**WHAT YOU WILL DO**: Report each line of the entries below that includes "inset".

-- EXTRACTED INFORMATION follows --

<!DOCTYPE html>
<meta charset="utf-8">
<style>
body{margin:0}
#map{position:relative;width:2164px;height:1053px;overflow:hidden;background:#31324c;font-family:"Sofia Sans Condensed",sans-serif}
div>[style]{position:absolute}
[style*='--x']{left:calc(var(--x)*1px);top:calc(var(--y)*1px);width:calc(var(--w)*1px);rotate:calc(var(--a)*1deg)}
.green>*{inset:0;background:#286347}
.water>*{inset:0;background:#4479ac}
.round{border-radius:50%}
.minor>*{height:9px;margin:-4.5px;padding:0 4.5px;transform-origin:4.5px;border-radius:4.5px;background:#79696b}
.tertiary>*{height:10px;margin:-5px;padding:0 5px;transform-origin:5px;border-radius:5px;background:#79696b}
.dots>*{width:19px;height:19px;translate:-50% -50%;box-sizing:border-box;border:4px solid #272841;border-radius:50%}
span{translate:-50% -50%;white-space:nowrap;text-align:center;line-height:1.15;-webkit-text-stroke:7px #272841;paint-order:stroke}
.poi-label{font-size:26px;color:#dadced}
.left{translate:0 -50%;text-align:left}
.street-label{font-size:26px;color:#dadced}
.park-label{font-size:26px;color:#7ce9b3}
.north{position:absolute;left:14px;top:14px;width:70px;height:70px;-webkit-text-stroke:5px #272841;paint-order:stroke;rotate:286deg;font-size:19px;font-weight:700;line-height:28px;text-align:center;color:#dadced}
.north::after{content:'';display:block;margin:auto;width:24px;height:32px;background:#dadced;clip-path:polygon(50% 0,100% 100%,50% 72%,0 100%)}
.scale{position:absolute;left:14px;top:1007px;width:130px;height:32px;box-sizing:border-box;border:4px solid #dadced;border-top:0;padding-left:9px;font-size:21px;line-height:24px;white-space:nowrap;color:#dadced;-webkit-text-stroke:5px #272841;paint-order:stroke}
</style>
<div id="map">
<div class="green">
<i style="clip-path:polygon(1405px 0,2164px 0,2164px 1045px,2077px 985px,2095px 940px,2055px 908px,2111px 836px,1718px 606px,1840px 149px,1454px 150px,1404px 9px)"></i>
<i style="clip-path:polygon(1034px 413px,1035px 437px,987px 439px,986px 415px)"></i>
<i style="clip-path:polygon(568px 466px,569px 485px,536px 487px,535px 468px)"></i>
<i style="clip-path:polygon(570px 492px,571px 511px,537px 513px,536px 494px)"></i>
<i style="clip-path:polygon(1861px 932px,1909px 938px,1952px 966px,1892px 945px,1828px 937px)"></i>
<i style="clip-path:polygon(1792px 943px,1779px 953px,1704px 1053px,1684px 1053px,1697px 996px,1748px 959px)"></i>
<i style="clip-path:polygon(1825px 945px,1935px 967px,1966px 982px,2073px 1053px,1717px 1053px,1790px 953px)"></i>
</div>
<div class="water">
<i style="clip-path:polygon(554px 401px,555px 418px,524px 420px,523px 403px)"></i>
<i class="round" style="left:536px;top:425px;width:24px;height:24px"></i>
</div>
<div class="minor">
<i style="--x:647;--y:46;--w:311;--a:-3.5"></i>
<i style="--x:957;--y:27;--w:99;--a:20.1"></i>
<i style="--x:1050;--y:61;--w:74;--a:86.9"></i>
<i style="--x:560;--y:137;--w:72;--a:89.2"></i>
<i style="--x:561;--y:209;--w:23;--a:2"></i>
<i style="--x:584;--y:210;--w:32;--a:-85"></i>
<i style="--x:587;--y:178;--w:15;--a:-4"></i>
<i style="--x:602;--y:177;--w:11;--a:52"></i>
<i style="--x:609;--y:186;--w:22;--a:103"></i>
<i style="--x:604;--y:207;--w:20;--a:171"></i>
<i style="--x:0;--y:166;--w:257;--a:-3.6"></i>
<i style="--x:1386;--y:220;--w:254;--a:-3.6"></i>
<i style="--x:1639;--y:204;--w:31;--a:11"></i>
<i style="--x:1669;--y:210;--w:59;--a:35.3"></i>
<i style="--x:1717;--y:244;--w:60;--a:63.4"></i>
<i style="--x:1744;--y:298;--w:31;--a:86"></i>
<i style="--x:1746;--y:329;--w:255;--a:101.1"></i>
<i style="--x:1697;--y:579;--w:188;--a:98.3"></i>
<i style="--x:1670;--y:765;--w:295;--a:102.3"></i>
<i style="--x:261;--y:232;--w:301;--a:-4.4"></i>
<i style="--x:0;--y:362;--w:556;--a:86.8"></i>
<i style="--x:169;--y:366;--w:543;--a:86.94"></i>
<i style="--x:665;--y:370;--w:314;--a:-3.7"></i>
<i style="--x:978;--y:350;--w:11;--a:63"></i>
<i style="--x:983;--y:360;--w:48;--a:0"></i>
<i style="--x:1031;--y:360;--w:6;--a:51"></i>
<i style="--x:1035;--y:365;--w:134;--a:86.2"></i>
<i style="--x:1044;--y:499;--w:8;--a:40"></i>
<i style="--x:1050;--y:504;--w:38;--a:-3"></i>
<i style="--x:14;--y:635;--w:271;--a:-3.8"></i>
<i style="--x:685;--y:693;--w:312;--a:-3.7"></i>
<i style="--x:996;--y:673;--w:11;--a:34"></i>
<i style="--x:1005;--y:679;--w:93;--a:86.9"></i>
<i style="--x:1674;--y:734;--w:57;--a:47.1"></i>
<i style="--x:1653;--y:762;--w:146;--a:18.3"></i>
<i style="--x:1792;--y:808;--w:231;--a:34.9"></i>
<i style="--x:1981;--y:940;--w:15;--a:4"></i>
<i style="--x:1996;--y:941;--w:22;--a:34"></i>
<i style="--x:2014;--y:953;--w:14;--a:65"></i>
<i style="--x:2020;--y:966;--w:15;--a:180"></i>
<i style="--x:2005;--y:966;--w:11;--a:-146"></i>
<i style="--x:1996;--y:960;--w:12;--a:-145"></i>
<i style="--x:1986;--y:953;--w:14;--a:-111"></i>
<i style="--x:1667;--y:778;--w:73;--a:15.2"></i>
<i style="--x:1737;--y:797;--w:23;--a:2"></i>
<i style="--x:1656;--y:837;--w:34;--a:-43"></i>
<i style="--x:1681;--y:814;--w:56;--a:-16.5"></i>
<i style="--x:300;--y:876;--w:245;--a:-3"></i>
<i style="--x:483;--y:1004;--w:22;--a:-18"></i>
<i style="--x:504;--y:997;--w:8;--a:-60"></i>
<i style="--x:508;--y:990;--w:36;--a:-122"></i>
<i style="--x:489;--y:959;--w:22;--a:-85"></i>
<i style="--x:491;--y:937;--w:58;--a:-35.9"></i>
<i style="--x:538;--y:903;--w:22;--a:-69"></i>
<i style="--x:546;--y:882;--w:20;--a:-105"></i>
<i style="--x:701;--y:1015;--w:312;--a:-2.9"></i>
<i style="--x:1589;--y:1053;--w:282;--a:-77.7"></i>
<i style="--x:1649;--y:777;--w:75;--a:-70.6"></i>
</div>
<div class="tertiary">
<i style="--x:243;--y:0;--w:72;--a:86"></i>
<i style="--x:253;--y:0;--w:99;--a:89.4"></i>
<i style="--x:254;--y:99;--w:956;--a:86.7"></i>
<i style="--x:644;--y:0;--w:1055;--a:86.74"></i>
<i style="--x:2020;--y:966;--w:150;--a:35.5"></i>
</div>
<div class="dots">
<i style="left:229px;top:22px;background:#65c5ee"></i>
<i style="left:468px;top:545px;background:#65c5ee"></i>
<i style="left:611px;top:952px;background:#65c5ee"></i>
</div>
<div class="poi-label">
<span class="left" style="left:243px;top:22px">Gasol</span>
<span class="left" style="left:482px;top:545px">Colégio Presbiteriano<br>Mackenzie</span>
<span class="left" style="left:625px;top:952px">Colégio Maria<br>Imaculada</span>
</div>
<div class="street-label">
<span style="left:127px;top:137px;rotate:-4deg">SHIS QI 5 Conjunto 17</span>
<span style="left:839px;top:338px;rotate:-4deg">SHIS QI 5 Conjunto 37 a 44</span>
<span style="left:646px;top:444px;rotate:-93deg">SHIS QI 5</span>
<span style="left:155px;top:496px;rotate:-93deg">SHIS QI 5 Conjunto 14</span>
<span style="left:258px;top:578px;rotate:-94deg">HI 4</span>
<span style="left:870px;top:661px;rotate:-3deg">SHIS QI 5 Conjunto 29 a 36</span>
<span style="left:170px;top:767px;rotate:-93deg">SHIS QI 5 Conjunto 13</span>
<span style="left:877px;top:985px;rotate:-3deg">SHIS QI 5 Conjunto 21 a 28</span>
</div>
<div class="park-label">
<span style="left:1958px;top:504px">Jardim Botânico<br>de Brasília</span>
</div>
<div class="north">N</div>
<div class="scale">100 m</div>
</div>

-- EXTRACTED INFORMATION concluded --

**ANSWER SPACE**:
.green>*{inset:0;background:#286347}
.water>*{inset:0;background:#4479ac}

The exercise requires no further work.